[llvm-dev] RFC: Interface user provided vector functions with the vectorizer.
Saito, Hideki via llvm-dev
llvm-dev at lists.llvm.org
Mon Jun 24 10:22:26 PDT 2019
That helps complex but not other structures that can be call-by-value.
Hideki
-----Original Message-----
From: David Greene [mailto:dag at cray.com]
Sent: Monday, June 24, 2019 9:40 AM
To: Francesco Petrogalli via llvm-dev <llvm-dev at lists.llvm.org>
Cc: Doerfert, Johannes <jdoerfert at anl.gov>; Francesco Petrogalli <Francesco.Petrogalli at arm.com>; nd <nd at arm.com>; Andrea Bocci <andrea.bocci at cern.ch>; Clang Dev <cfe-dev at lists.llvm.org>; Saito, Hideki <hideki.saito at intel.com>; Alexey Bataev <a.bataev at hotmail.com>
Subject: Re: [llvm-dev] RFC: Interface user provided vector functions with the vectorizer.

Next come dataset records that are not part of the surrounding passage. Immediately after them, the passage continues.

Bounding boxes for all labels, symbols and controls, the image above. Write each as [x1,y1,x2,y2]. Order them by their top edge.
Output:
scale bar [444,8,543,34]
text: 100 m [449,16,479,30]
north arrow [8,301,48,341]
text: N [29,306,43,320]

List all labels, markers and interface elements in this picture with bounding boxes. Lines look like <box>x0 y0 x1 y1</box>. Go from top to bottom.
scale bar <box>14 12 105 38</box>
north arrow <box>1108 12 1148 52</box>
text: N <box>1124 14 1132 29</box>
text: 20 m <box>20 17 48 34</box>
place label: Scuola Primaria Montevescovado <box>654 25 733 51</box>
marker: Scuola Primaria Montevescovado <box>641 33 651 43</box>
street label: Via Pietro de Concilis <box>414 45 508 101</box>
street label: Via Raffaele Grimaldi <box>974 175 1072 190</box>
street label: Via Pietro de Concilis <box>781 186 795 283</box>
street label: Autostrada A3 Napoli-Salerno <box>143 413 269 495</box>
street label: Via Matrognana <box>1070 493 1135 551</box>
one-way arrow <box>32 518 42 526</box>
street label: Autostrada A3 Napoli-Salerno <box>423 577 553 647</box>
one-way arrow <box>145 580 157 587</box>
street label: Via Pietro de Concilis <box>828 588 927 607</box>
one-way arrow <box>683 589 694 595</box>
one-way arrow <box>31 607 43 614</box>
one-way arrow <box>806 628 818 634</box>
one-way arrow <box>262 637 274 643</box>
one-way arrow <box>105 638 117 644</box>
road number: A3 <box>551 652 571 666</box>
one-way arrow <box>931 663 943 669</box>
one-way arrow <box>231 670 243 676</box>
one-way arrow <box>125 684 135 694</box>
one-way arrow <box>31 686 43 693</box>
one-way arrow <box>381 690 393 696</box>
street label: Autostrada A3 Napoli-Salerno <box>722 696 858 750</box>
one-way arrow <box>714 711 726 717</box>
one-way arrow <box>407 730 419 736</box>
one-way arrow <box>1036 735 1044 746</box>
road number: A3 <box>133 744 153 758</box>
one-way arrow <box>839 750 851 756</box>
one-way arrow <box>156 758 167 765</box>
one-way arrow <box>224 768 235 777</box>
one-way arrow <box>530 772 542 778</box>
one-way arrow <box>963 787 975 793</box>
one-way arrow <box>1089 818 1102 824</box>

I have an RFC for first-class complex types in LLVM IR pending for some internal review. I hope to post it soon. That should help address this problem. Then the vector function signature generation could stay in LLVM, if I'm understanding the issue correctly.
-David
Francesco Petrogalli via llvm-dev <llvm-dev at lists.llvm.org> writes:
> Hi all - I am working with a colleague to provide an initial implementation of this.
>
> We encountered a problem when dealing with generating the vector signatures of functions that use complex data.
>
> In this proposal, we expect the SVFS component in the backed to
> demangle the name of the function in the attribute to be able to
> reconstruct the signature of the vector function from the scalar
> function signature.
>
> In case of Complex data, this doesn’t seem to be possible, because the
> information of “being a vector of 2 lanes” that is supposed to be
> carried by the complex scalar is lost in the transformation the data
> type in a “coerced” type.
>
> Consider these three types and the function `foo`:
>
> // Type 1
> typedef _Complex int S;
>
> // Type 2
> typedef struct x{
> int a;
> int b;
> } S;
>
> // Type 3
> typedef uint64_t S;
>
> S foo(S a, S b) {
> return ...;
> }
>
> In all cases, the IR type of the parameters in `foo` is i64, therefore
> is not possible to distinguish what C type generated the signature of
> `foo`.
>
> I don’t know if this is going to be a problem for other architectures,
> but this is definitely a problem on AArch64 where we need to be able
> to generate the correct vector function signature for a specific
> simdlen(N) attached on `foo`. When simdlen(2), for type 1 the vector
> type is <4 x i32>, for type 2 is <2 x i64*>, for type 3 is <2 x i64>.
>
> Therefore, I would like to propose a change to the RFC, which would
> move the responsibility off generating the vector function signature
> from LLVM to clang.
>
> In particular, (and this I believe has already been mentioned by
> Johannes), we could use the @llvm.compiler.used intrinsic to mark
> those declaration that needs to stay in the IR and not optimized away
> OPT before reaching the vectorizer.
>
> In summary, the change would consist of:
>
> 1. Generate symbols declaration/definitions of the vector function
> with the mangled name in the IR, and mark it with @llvm-compiler.used.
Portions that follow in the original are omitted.